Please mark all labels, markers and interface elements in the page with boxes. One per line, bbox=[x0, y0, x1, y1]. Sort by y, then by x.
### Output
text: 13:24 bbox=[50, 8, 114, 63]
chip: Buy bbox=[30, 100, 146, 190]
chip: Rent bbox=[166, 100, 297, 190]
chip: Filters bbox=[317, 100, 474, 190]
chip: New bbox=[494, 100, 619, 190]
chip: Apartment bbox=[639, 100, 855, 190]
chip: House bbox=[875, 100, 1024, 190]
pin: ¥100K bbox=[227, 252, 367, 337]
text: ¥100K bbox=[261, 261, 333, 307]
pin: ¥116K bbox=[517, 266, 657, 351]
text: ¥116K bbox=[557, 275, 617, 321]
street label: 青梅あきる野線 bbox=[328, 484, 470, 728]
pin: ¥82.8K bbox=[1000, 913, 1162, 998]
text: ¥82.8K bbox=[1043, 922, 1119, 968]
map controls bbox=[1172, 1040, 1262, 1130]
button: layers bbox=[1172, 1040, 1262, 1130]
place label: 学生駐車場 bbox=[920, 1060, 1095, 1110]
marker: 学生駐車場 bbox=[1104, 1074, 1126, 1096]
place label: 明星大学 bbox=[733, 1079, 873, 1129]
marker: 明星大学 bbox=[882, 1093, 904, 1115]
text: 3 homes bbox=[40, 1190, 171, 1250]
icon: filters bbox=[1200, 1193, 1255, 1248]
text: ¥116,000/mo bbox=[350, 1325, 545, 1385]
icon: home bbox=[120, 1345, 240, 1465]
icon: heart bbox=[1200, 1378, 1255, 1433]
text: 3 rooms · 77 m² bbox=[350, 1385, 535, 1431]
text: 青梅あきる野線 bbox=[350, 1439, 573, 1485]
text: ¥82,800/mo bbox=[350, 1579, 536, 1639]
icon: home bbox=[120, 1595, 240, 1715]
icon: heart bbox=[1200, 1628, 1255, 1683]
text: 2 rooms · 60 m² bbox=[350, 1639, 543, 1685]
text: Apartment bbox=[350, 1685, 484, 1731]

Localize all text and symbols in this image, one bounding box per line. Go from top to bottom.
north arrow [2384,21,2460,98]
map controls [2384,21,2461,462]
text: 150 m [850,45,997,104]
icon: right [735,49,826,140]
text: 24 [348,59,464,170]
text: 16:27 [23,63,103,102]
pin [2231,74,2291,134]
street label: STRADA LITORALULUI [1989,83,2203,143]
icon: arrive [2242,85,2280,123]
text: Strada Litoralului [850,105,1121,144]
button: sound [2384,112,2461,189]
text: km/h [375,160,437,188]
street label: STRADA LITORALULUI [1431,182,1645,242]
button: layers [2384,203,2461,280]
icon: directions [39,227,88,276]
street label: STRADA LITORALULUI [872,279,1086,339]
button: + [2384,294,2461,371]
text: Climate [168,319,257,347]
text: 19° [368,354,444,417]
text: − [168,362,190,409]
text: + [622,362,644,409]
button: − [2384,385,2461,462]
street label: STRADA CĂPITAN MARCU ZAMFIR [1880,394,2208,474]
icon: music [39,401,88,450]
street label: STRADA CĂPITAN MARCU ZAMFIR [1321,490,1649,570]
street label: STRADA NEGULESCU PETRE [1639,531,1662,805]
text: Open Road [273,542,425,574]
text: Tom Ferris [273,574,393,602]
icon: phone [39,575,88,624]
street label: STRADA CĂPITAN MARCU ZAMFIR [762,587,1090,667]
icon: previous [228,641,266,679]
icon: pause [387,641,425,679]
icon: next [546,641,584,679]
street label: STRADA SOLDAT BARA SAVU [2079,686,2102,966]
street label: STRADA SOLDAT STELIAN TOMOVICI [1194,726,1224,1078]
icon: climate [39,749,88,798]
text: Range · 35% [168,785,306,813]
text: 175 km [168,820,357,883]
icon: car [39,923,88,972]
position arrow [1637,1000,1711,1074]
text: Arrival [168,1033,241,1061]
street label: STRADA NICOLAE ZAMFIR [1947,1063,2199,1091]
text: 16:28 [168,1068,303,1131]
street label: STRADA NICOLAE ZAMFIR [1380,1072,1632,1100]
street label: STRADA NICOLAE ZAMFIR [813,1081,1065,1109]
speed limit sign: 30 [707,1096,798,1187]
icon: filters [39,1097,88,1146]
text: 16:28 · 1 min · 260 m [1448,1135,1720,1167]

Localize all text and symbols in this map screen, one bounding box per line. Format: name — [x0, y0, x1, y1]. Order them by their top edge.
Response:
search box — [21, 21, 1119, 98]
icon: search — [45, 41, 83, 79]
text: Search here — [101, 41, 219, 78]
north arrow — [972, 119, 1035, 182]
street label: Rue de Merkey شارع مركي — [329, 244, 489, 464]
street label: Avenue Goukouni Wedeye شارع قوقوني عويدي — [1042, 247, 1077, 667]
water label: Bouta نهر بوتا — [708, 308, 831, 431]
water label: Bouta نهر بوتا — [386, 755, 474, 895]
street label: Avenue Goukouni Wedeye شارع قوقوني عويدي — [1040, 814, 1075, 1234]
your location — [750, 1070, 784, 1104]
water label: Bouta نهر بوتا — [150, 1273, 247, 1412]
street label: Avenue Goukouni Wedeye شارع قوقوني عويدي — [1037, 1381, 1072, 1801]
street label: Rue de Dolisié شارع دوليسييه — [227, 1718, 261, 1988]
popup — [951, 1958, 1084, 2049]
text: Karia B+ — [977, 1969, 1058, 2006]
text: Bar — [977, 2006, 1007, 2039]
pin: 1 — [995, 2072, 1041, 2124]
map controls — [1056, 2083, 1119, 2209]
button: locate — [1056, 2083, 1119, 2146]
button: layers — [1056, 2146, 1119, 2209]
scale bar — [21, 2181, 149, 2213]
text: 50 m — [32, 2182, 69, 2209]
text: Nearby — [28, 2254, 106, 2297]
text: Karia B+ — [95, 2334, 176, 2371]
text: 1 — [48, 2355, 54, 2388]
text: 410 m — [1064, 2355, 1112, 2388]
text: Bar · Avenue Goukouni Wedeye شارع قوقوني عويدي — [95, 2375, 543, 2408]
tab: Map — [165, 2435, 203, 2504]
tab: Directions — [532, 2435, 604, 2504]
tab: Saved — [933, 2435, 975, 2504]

★ ★ ★ ★ ★

(Task instructions): Your task is to return each line of the data above that contains the string "Bouta".

(Task result):
water label: Bouta نهر بوتا — [708, 308, 831, 431]
water label: Bouta نهر بوتا — [386, 755, 474, 895]
water label: Bouta نهر بوتا — [150, 1273, 247, 1412]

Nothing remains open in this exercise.